One of my racks, because who doesn't have two racks of network gear in their basement?
My home network is way more complicated than it needs to be, but I can account for everything in it as I personally set it all up. As a longtime UNIX guy who has been employed at networking companies for a few decades, I have what some might call an unreasonable amount of hardware and software infrastructure in place. Both to complement that, and to help me deal with it, I run a pair of ExtraHop virtual appliances at home (an EDA and an EXA).
Things go wrong
The other day I suddenly noticed that I couldn't access resources on my local network while using my laptop. Well, that wasn't true; existing connections were just fine, I just couldn't open anything new... no,wait... I could, just not by hostname.
It turns out, rather than using either of my local resolvers (which have a DNS zone for my private network), my laptop was using 4.2.2.2 for DNS. Now, I've intentionally used that plenty of times before (I even have a special exception included in my firewall config allowing me to reach it), so it was pretty familiar to me - but neither of my DHCP servers should have been handing that out... so why did it change suddenly? I had a vague memory of this happening once before a few months ago. I recall I just refreshed my DHCP lease and things went back to normal - I probably even thought "well, if that happens again I'll care about it then."

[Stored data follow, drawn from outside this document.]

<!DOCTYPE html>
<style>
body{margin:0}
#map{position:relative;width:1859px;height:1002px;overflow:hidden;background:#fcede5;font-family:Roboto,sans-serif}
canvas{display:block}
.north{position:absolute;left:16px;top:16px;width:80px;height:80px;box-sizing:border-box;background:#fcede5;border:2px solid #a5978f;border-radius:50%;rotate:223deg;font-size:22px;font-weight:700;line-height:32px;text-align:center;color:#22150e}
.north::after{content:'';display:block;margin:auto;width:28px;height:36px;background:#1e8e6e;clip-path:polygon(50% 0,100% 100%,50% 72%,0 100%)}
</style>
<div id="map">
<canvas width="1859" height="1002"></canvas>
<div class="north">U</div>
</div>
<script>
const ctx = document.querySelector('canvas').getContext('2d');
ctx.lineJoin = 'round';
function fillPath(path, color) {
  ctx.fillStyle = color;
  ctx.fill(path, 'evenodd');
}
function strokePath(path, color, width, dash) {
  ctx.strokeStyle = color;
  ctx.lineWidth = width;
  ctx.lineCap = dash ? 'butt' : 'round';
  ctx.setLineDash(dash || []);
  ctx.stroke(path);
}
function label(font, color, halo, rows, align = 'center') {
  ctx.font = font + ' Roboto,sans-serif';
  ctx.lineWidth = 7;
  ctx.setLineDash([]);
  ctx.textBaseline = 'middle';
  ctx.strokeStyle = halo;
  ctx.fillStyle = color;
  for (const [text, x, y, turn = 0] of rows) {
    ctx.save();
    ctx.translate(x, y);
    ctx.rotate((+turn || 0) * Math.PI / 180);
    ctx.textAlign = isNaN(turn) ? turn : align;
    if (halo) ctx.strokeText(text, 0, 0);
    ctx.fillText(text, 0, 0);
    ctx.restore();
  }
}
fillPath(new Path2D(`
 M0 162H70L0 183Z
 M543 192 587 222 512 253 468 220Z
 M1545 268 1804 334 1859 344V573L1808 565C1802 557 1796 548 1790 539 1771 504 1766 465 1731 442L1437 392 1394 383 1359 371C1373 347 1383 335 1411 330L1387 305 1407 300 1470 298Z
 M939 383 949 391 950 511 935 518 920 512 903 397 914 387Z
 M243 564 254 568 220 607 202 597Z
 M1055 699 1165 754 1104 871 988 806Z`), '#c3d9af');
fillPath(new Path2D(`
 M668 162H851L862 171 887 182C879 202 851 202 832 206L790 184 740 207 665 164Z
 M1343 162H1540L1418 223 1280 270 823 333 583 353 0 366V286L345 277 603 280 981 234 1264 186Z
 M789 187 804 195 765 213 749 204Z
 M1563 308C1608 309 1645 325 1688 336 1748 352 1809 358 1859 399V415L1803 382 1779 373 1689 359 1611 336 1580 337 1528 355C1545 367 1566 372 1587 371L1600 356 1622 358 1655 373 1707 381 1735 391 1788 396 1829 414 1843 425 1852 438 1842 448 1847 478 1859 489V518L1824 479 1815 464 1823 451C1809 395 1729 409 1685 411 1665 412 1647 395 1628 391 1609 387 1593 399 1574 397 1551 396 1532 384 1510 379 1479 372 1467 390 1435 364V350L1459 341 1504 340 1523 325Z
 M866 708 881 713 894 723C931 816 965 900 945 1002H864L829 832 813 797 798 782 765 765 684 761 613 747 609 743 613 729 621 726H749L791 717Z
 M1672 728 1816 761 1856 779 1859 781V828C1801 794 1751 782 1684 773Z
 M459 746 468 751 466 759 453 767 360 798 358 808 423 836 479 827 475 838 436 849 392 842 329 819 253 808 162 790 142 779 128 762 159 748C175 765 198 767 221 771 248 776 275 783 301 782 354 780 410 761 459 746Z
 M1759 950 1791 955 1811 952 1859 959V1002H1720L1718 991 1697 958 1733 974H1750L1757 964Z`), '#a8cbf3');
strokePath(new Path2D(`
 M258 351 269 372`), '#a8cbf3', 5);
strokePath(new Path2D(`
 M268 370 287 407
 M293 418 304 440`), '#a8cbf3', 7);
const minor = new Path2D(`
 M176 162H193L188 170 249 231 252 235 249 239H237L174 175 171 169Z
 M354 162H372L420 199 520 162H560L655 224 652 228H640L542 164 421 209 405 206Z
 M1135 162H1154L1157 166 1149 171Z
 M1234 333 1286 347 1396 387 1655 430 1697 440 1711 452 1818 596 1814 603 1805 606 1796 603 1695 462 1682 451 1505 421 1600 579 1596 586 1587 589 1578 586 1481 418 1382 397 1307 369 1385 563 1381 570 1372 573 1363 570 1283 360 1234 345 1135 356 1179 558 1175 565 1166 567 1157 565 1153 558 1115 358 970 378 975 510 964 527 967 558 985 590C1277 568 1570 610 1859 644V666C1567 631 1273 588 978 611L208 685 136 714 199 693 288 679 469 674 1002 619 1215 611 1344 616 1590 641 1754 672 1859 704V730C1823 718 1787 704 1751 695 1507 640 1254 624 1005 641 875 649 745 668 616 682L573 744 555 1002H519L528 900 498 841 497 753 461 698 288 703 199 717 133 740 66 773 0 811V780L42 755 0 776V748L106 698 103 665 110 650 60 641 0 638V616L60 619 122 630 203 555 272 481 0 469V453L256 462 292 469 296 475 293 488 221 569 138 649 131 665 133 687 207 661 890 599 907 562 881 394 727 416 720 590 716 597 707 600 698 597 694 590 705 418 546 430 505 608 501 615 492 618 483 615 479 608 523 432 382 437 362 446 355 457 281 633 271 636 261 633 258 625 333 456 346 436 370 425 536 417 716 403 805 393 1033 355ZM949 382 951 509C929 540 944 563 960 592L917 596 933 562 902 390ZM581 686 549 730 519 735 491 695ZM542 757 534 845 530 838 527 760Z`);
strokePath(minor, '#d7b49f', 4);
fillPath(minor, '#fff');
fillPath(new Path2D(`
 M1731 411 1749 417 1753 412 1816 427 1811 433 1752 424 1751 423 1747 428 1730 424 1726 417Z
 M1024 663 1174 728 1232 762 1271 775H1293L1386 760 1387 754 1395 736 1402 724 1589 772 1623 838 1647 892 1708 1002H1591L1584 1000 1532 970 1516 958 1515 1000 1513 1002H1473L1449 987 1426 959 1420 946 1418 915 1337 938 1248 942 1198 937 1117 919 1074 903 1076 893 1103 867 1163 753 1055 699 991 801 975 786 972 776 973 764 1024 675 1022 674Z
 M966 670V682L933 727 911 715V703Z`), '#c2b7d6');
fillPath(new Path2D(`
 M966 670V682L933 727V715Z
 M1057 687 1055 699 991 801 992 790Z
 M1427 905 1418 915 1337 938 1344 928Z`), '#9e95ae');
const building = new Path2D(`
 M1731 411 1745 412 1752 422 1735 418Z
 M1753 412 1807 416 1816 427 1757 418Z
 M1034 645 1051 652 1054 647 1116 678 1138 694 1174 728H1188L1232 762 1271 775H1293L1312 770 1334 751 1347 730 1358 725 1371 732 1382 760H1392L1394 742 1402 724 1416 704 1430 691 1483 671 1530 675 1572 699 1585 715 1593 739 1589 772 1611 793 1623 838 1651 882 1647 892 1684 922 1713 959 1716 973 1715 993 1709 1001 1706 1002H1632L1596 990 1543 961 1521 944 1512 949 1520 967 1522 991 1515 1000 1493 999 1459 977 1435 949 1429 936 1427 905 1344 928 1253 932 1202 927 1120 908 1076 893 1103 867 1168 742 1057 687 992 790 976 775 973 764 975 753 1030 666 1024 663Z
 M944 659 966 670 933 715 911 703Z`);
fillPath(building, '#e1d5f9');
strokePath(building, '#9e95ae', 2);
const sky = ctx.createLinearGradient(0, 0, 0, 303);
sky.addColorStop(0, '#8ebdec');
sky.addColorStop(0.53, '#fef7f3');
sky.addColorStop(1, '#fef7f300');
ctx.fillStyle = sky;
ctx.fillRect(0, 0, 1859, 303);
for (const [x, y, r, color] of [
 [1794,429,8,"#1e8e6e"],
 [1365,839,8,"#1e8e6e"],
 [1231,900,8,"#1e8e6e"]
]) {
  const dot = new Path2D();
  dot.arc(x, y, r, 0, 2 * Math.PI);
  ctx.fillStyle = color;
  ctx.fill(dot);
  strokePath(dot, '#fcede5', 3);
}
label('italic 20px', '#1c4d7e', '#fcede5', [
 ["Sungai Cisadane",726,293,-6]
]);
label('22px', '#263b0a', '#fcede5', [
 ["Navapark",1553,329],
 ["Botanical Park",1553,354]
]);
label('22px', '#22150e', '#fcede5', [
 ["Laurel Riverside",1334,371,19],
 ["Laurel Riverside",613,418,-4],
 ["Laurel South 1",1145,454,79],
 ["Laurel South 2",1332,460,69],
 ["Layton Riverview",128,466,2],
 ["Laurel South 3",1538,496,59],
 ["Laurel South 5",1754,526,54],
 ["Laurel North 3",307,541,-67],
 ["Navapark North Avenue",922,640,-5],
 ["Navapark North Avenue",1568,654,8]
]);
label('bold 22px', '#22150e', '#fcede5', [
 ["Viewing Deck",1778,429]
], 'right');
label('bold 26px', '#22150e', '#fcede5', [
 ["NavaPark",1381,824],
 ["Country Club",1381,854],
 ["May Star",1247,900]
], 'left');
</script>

Well, it was happening again.
ExtraHop to the rescue!
Luckily though, I just so happened to have recently upgraded my ExtraHop Discover Appliance to v5.0 (which added support for DHCP amongst some other nifty features) and installed the new DHCP dashboard that one of the engineers on my team made, so I figured I'd take a look at it - and I immediately noticed that I had a third DHCP server on my network (a Debian system that was not a member of my failover pair of DHCP servers), and looking at the records for its DHCP responses in my ExtraHop Explore Appliance, I saw that it was handing out 4.2.2.2 as the nameserver and had given such a response to my laptop a few minutes earlier. Then the pieces started to fall into place: the mtime
for /etc/dhcp/dhcpd.conf
on the rogue DHCP server was about a year ago when I was living somewhere else, and that system was being used for a router as well as some light server duties such as DHCP (did I mention I like to mess with things unnecessarily?). Apparently then I wasn't making use of local DNS and was sending DNS clients directly to 4.2.2.2 - and also didn't clean up after myself once I decommissioned it from those duties. Totally my fault.
But why wasn't this causing constant chaos? Well, because that system was on a different switch (in a different rack - because who doesn't have two racks in their basement?), DHCP requests and responses had to traverse an extra L2 hop and so it generally tended to respond after the real ones. It occasionally did win the race to respond (and my ExtraHop appliances showed me when that happened nicely), but only very rarely. It had basically been sitting there on my network for months trying desperately to respond to every DHCP requests, and then occasionally causing trouble.
That is, until I turned the powers of ExtraHop at it and squashed it. A quick apt-get purge isc-dhcpd-server
and that problem was gone.
Epilogue
I immediately messaged Heath to let him know that I had just used it to locate a rogue DHCP server on my own network - a mere day or two after he published the dashboard! I almost couldn't believe it myself.
I was already a believer in the power of wire data, but this really made it ring home. This was a system that I wasn't monitoring with synthetic transactions, didn't have an agent installed on it that I was collecting data from, and wasn't feeding into my centralized logging. I was blind to it without wire data.